You configure outbound nat by clicking the outbound nat tab and changing it to hybrid or manual and creating the needed nat.

jahonix · Oct 3, 2018, 8:39 PM

@mateusscheper said in Redirect IP camera from MAN(outside) network to VLAN network:

install that camera in a LAN and make a NAT so I can access it from outside (which would be a lot better if he wasn't so stubborn).

Hell NO!
Without further action everyone would be able to access the camera and/or watch the stream. Both are security nightmares.
Never put a device like that (or any IoT gear) on the internet for everyone to see and tinker with it. Never ever!
Only use a VPN to access devices remotely, make no exceptions. Your devices will end as members of a botnet otherwise. If that happens to an ISP then he's done.

mateusscheper · Oct 5, 2018, 8:42 PM

@jahonix said in Redirect IP camera from MAN(outside) network to VLAN network:

@mateusscheper said in Redirect IP camera from MAN(outside) network to VLAN network:

install that camera in a LAN and make a NAT so I can access it from outside (which would be a lot better if he wasn't so stubborn).

Hell NO!
Without further action everyone would be able to access the camera and/or watch the stream. Both are security nightmares.
Never put a device like that (or any IoT gear) on the internet for everyone to see and tinker with it. Never ever!
Only use a VPN to access devices remotely, make no exceptions. Your devices will end as members of a botnet otherwise. If that happens to an ISP then he's done.
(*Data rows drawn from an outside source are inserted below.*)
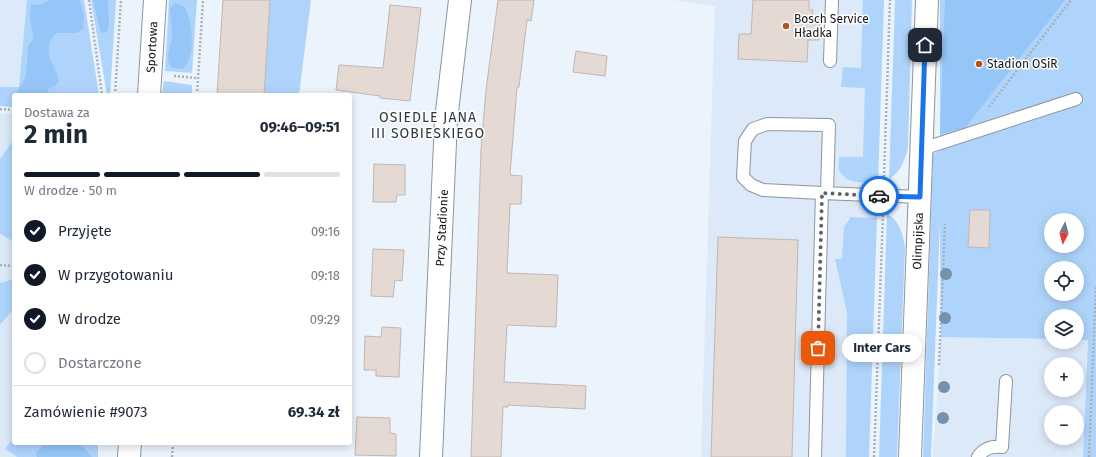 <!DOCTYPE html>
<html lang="pl">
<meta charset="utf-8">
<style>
:root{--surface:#fff;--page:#f6f6f7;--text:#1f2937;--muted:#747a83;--line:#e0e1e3;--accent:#111827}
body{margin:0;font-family:"Fira Sans",sans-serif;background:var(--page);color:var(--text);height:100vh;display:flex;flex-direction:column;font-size:15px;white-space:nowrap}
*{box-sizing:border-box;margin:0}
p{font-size:13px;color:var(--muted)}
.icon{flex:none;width:22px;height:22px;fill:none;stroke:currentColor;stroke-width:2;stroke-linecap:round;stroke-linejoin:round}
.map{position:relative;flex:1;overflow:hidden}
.side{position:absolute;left:12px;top:93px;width:340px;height:352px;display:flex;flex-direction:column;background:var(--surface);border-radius:4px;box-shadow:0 2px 10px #0003}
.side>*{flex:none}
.needle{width:26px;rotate:186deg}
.controls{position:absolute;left:1044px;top:213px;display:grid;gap:8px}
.controls a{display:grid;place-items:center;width:40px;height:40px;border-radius:50%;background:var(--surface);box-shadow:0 2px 10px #0003;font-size:20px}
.pin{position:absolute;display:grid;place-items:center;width:34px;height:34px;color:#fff;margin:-17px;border-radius:8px;box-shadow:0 2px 6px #0006}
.courier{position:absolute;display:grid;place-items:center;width:40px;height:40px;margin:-20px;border:3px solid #1a73e8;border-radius:50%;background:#fff;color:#222;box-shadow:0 1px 5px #0007}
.bubble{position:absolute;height:28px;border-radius:14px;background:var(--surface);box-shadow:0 2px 10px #0003;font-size:13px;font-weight:700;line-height:28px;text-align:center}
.head em{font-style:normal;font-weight:700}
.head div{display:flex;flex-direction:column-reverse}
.head{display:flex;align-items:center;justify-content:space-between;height:68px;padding:0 12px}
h1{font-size:26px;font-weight:700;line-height:30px}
.bar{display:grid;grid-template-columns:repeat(4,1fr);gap:6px 4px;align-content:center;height:48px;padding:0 12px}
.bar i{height:5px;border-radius:3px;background:var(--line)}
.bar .on{background:var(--accent)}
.bar p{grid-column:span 4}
.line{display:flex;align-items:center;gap:10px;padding:0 12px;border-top:1px solid var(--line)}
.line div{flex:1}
ol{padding:0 12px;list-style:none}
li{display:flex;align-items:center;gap:12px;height:44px}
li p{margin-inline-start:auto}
li .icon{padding:4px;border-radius:50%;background:var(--accent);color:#fff;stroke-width:4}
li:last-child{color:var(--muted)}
li i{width:22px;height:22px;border:2px solid var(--line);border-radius:50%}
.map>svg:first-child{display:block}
.built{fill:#dce9f8;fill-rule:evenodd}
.green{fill:#aed4fc;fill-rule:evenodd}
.forest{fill:#96c5f7}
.building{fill:#e5d9d4;stroke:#c1b6b1}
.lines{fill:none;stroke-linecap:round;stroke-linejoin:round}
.service-casing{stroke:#8d959d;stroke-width:14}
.minor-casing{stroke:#8d959d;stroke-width:24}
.tertiary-casing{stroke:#8d959d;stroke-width:24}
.path{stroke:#a9b0b7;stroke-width:2.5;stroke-dasharray:2 2;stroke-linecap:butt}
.service{stroke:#fff;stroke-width:12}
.minor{stroke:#fff;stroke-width:22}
.tertiary{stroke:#fff;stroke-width:22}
.tree{fill:#7691ab}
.done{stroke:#5f6368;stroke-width:4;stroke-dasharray:0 7.2}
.route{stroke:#1a73e8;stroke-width:5}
.poi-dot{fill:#b6531b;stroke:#fff;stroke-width:1.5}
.labels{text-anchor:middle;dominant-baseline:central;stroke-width:3;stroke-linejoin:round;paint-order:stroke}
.poi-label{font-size:12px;fill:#131619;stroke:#fff;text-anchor:start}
.street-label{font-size:12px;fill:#131619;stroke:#fff}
.quarter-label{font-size:14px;letter-spacing:1px;fill:#2f363c;stroke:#fff}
</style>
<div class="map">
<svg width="1096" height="457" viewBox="0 0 1096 457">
<rect width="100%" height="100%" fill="#ebf3fc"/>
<g class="built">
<polygon points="0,0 58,0 65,90 0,87"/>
<polygon points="673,0 884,0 869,457 701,457 715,6"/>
<polygon points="0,113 14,114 14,443 98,443 98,457 0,457"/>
<path d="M 941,337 L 1051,339 L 1051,342 L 1077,342 L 1077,339 L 1088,339 L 1083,457 L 933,457 ZM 1051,364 L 1077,364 L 1077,390 L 1051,390 ZM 1051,412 L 1077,412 L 1077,438 L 1051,438 Z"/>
</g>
<g class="green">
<polygon points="27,0 84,0 99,95 14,95 14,107 0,106 0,87 19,87"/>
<polygon points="91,0 116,0 110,95 107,95"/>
<polygon points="169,0 197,0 192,73 165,71"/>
<polygon points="270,0 311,0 299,95 264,95"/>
<path d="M 863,0 L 884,0 L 878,181 C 865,183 846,185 839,170 C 838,167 839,161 839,157 L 863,157 L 865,88 L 841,87 L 843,67 L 861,68 Z"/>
<path d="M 895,0 L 912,0 L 908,148 C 904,161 901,172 889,179 Z"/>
<path d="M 940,0 L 1096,0 L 1096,457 L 1083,457 L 1088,340 L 1077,339 L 1077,316 L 1051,316 L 1051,339 L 941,337 L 940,221 L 931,457 L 923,457 L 933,154 L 940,151 ZM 1051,220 L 1077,220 L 1077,246 L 1051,246 ZM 1051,268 L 1077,268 L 1077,294 L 1051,294 Z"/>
<polygon points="164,81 192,85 192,95 162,95"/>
<polygon points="14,139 14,242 0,234 0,159"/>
<path d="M 887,213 C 900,223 902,231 905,247 L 897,457 L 879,457 Z"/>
<polygon points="851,217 877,218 869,457 846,457 847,312 835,259 842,259 844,227"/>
<polygon points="14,279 14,308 0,325 0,283"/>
<polygon points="14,438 14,443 98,443 98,457 17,457 5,449"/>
</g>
<g class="forest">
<path d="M 49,0 L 80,0 L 84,17 L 83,29 L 76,33 L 56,33 C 40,51 54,62 59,80 L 55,86 L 48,89 L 48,95 L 18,95 L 17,92 L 26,76 L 28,46 L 34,38 L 30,21 L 31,5 L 43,4 Z"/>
<polygon points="93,0 108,0 109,24 107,32 101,33"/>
<polygon points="945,0 1065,0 965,128 940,134"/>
<path d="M 175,3 L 185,7 C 192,22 197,56 183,69 L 172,68 C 163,58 172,46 172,34 C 172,26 170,17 170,8 Z"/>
<path d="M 52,443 C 73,443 78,439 92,457 L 37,457 L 36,453 L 43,445 Z"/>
</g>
<g class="building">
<polygon points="223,0 270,0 264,95 217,95"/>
<polygon points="498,0 534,0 531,21 527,20 519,87 517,87 510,175 522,176 521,204 510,204 507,273 558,275 556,327 507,325 504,382 586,386 585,409 508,405 508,407 503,407 501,457 471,457 481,149 486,90"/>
<polygon points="753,0 809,0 809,10 813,10 812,18 820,19 819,40 808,40 807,62 738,59 739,34 751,34"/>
<polygon points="390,5 421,8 410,101 380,98 380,96 336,90 339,65 383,68"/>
<polygon points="576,51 607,56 605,76 573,72"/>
<polygon points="374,164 405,165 405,195 397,195 396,202 373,202"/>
<polygon points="970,210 990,210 989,248 968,247"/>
<polygon points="718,237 798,240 792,457 711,457"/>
<polygon points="373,249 404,250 402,281 395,280 393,297 371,296"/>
<polygon points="382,327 401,328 399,377 376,376 376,370 364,370 365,336 381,337"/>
<polygon points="357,417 390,418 390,433 396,434 396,456 355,455"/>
</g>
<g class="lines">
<defs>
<g id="service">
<polyline points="830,61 832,0"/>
<polyline points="922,149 1076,99"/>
<polyline points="822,193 763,190 751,185 743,177 745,141 753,129 767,124 829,125 827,193"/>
<polyline points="815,457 822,193 920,197"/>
<path d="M 978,457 C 984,448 992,446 1002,447 L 1006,381"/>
</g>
<g id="minor">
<polyline points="149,95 155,0"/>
<polyline points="129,457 130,443"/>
<polyline points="431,457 446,120 460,0"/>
</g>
<polyline id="tertiary" points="910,457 927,0"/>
</defs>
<use href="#service" class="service-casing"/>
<use href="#minor" class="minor-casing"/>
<use href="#tertiary" class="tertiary-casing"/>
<g class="path">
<polyline points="89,0 102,95"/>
<polyline points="174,76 197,78"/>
<polyline points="115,95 121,0"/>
<polyline points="197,95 203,0"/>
<polyline points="989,107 1071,0"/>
<polyline points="0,109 14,110"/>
<polyline points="884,177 890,0"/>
<polyline points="0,265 14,266"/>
<polyline points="939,365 945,224"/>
<polyline points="172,457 173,443"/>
<polyline points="874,457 883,214"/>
<polyline points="1089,457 1096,285"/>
</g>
<use href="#service" class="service"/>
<use href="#minor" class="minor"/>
<use href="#tertiary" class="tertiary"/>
</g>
<g class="tree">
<circle cx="946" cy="274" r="6"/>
<circle cx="945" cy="318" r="6"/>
<circle cx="944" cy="387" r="6"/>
<circle cx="943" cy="418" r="6"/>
</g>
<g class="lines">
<polyline class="done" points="818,348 822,193 879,196"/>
<polyline class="route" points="879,196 920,197 925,45"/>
</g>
<g class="poi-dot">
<circle cx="786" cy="26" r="4"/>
<circle cx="979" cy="64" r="4"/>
</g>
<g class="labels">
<g class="poi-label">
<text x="794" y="19">Bosch Service<tspan x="794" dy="14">Hładka</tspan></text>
<text x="987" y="64">Stadion OSiR</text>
</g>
<g class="street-label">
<text transform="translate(152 47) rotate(-87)">Sportowa</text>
<text transform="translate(442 228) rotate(-87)">Przy Stadionie</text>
<text transform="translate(918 241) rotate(-88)">Olimpijska</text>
</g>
<g class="quarter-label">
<text x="428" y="117">OSIEDLE JANA<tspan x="428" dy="16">III SOBIESKIEGO</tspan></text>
</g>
</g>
</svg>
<div class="controls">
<a><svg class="needle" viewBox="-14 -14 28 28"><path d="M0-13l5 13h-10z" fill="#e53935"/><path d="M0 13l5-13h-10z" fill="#747a83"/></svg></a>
<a><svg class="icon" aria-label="locate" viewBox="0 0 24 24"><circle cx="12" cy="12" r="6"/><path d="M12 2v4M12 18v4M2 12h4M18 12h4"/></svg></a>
<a><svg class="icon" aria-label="layers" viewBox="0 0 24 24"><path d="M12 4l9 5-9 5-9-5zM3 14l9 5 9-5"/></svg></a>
<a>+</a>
<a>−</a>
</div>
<div class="pin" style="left:818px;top:348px;background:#ea580c"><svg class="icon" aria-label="bag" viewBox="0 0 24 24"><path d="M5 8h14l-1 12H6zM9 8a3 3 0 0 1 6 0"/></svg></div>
<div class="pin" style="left:925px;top:45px;background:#1f2937"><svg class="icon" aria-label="home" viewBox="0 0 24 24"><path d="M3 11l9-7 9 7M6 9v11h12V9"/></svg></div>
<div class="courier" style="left:879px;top:196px"><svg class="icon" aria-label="car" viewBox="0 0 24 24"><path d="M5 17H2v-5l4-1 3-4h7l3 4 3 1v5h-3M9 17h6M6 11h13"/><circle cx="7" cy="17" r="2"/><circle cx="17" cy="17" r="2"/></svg></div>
<div class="bubble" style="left:842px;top:334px;width:80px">Inter Cars</div>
<section class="side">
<div class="head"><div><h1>2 min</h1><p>Dostawa za</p></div><em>09:46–09:51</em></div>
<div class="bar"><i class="on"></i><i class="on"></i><i class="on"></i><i></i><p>W drodze · 50 m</p></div>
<ol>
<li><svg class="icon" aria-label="check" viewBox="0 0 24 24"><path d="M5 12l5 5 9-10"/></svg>Przyjęte<p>09:16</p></li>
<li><svg class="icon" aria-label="check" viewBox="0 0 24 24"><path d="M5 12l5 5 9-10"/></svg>W przygotowaniu<p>09:18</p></li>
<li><svg class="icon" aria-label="check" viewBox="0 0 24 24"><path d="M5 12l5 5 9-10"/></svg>W drodze<p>09:29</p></li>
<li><i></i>Dostarczone</li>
</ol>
<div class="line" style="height:52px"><div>Zamówienie #9073</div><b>69.34 zł</b></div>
</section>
</div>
Hm? "Without further action" is the key: It wouldn't be exposed because it would only've been allowed to a single external IP and inside the network of this single IP only one machine would be allowed to access that camera IP/port.

@johnpoz said in Redirect IP camera from MAN(outside) network to VLAN network:

Did you set a gateway on these rules? There should be no gateway... Are you saying your lan rules are any any the default.. You did not edit them in any way?

You configure outbound nat by clicking the outbound nat tab and changing it to hybrid or manual and creating the needed nat.

Ok, I did it. I set Outbound NAT to Hybrid and added the needed NAT there.
I'm sorry for any inconvenience and thank you very much for your time.

johnpoz · Oct 6, 2018, 10:04 AM

Natting your IP to your MAN ip not really the best way to do it to be honest. Both sides should just use the man as transit network. But if the other side not going to create the route then sure you can nat.